これを売り捌くことで、十分に行商が成り立ってしまった。これによって路銀には事欠かなくなった。まあ代わりにちょっといろいろと面倒になってもなっている……が、それは後でいいか。
とりあえずそんなこんなで、ごつい男どもとひそひそと商談を交わす俺。
そんな俺の横で、
「わーっ、かわいーっ! これ買うわ!」
「私も私もー!」
『お買い上げありがとうございます』
黄色い悲鳴が上がった。
俺の更に横では、ブロッサムが黙々と針仕事を続けながら時折表示されるトレードウィンドウを確認、ハンドメイドの作品を売っているのだ。
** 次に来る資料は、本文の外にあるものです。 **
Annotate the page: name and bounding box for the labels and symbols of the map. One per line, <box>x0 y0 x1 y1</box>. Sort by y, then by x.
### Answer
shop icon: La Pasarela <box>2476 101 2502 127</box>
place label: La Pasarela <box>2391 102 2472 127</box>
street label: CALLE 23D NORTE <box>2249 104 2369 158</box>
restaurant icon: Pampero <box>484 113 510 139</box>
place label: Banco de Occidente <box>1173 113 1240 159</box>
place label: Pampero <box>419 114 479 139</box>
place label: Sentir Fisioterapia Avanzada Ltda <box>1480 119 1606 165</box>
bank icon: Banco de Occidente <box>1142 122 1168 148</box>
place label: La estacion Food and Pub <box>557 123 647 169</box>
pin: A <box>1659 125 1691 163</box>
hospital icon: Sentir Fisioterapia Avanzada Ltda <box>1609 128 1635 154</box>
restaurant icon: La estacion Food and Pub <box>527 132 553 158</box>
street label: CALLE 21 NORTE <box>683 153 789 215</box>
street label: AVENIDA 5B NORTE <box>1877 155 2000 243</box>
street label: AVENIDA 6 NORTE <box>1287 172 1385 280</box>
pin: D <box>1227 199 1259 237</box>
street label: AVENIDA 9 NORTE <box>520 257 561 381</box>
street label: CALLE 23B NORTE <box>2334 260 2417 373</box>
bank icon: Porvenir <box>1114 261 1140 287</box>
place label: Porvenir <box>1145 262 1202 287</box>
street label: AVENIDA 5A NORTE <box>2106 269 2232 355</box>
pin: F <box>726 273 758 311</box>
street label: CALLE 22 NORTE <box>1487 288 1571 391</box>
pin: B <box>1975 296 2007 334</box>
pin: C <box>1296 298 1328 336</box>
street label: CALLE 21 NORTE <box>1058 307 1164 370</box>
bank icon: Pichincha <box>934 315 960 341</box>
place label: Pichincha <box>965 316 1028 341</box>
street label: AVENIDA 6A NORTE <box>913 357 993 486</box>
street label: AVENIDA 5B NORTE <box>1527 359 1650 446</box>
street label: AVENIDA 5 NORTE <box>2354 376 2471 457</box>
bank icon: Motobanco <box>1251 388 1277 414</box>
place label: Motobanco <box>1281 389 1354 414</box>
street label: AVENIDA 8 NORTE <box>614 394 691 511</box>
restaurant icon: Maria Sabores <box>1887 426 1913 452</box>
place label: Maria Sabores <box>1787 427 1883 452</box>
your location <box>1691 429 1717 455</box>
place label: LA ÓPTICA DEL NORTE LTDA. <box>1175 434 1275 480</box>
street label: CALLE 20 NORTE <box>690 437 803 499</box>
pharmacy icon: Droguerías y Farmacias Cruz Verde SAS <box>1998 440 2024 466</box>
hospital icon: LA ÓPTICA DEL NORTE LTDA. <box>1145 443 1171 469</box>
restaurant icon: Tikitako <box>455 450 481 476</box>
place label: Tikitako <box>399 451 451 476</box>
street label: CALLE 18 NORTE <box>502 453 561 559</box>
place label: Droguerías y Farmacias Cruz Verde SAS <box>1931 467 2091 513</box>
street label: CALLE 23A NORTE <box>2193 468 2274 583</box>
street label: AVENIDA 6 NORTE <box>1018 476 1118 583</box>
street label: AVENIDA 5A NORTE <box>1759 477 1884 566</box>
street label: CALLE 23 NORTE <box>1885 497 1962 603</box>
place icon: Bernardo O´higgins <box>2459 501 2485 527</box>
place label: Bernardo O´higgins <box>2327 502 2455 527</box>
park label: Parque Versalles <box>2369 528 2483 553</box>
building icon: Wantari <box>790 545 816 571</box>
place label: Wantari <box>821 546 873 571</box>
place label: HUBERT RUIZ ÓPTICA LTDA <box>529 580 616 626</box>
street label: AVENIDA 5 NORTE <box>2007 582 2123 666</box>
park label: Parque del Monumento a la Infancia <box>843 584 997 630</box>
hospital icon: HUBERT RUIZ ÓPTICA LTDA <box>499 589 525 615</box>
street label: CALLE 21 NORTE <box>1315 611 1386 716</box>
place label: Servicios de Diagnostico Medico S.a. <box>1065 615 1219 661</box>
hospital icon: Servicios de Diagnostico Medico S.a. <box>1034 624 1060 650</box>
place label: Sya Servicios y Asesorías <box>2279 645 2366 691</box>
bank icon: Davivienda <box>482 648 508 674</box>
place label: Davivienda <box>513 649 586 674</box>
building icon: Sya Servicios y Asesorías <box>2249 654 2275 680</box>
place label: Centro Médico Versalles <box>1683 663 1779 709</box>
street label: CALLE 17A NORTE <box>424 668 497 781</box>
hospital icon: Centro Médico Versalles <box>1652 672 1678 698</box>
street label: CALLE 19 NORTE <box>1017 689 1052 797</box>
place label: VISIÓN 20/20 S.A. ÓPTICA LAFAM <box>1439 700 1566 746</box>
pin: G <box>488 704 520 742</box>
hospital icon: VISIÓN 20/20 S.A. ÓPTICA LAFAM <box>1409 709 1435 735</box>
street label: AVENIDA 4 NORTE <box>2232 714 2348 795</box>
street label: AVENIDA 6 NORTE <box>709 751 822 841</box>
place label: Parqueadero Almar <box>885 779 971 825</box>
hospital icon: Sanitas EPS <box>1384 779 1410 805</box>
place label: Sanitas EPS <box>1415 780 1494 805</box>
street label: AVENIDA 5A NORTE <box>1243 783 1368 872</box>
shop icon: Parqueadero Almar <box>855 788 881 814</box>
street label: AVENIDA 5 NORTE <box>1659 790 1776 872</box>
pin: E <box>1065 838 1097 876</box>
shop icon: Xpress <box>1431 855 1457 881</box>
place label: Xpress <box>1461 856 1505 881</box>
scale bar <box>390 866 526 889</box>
無愛想だが、それもゲームの世界ではあまり珍しくも無い態度なのか、女の子たちは気にすることなくアクセサリーを眺め
てはしゃいでいる。
彼女は、なんと驚いたことに自種族の領土内に店を構えている一線級の『細工師』だった。ストレージ内には多数のアクセサリーがあり、見た目重視の女性プレイヤーにも実用性一本の戦闘系プレイヤーにも幅広く楽しめるラインナップを提供しているようだ……とは鍛冶妖精領での彼女の評判を客に聞いていたモモカの談。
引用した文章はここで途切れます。